2) Huddle Rooms: Millennials want to flatten and dismantle hierarchies. They dislike and distrust command-and-control environments. They are more interested in team-building than individual status. In this regard, huddle rooms are an ideal way to tap the creative energies of Millennials. What is a huddle room? Essentially a huddle room is a space where a small number of workers can gather to discuss or tackle a common agenda. Huddle rooms are an alternative to large, costly, and less intimate conference rooms. Huddle rooms typically involve a display, such as a flat screen monitor, a table or workspace, and a webcam that facilitates video or teleconferencing with outside parties. Huddle rooms vary in size, as do their specific features, depending on the needs of the organization. But basically huddle rooms are designed to foster and tap the creative energies of small but nimble teams focused on common goals. Millennials distrust top-down environments. Instead, they value work environments where teamwork and horizontal relationships are more prominent. Innovative working arrangements, such as the huddle room, facilitate the kind of work experience Millennials expect.
3) Social Media: Technology is the air that Millennials breathe. They are accustomed to using services like Facebook, Twitter, and Linked-in on a daily basis. They utilize these platforms throughout the day (at home and on the go) and they expect to use them at work as well.
4) Telecommunication: By 2025, about 40% of the workforce is expected to work from home. Millennials value flexibility, comfort, and family time. Millennials view commuting and the nine to five workday as anachronistic. Milennialls see working from home as natural. Indeed more than 90% of Millennials want to work from home, and more than 85% want to work according to their own schedule. Millennials want to work, but they want technological options that will allow them work from remote locations and according to their own schedules.
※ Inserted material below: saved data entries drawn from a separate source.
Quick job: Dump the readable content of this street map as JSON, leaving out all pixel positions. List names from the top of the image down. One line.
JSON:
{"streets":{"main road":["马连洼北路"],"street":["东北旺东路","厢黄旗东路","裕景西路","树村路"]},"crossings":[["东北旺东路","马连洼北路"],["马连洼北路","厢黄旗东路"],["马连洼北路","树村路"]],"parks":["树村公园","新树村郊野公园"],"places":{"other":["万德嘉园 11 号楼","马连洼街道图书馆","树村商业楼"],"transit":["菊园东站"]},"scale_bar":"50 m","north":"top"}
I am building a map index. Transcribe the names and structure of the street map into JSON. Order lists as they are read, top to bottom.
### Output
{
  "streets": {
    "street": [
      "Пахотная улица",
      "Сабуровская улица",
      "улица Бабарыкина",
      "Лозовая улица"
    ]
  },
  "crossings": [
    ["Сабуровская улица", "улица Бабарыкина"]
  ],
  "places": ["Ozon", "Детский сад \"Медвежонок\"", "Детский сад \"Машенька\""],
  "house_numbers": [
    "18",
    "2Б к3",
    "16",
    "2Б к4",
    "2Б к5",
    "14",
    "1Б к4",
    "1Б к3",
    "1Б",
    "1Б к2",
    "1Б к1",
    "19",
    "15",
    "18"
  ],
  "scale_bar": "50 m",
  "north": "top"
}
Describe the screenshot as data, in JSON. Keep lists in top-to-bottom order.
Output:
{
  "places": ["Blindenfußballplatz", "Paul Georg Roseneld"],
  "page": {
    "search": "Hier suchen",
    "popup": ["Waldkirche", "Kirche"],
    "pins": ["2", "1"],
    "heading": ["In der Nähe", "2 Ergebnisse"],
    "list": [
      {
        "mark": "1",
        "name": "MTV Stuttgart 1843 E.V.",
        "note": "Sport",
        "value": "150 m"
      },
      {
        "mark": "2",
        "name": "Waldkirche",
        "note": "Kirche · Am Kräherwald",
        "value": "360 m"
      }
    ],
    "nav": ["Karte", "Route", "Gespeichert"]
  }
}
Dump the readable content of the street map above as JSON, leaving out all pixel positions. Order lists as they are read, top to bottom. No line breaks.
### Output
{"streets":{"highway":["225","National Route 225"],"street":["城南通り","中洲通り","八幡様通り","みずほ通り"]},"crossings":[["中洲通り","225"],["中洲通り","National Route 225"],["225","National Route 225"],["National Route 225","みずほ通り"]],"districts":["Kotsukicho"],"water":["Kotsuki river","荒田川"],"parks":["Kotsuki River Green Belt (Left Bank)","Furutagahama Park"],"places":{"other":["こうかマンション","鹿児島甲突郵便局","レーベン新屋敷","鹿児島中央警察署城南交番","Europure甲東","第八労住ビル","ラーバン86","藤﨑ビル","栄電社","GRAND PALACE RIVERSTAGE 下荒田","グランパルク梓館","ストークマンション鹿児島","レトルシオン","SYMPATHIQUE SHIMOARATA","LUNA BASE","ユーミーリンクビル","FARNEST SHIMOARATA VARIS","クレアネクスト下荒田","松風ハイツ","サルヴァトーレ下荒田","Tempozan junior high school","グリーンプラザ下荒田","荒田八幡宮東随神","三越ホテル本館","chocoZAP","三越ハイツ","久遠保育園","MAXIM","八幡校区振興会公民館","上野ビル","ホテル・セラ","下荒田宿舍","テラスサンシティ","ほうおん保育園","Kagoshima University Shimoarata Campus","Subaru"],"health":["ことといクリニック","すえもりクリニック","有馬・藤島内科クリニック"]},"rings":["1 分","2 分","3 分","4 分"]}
5) Gaming Apps: Millenials have grown up in the world of videogames. They want work to be fun and exciting; not boring and frustrating like the jobs their parents endured. According to Adam Penenberg, companies are responding to this reality by developing “gamification applications,” programs and systems that turn the work experience into a something of a game.
Millennials are going to shape the future of work. Like previous generations, Millennials value work, but they have a different idea of how to get work done than their predecessors. Millennials value transparency, collaboration, and flexibility. They believe corporations need to be less hierarchical and more socially accountable. They want to telecommute and set their own schedules. They also want work to be creative and fun. Millenneials will embrace tools that foster collaboration and other ways of interacting creatively with their peers and their work environments.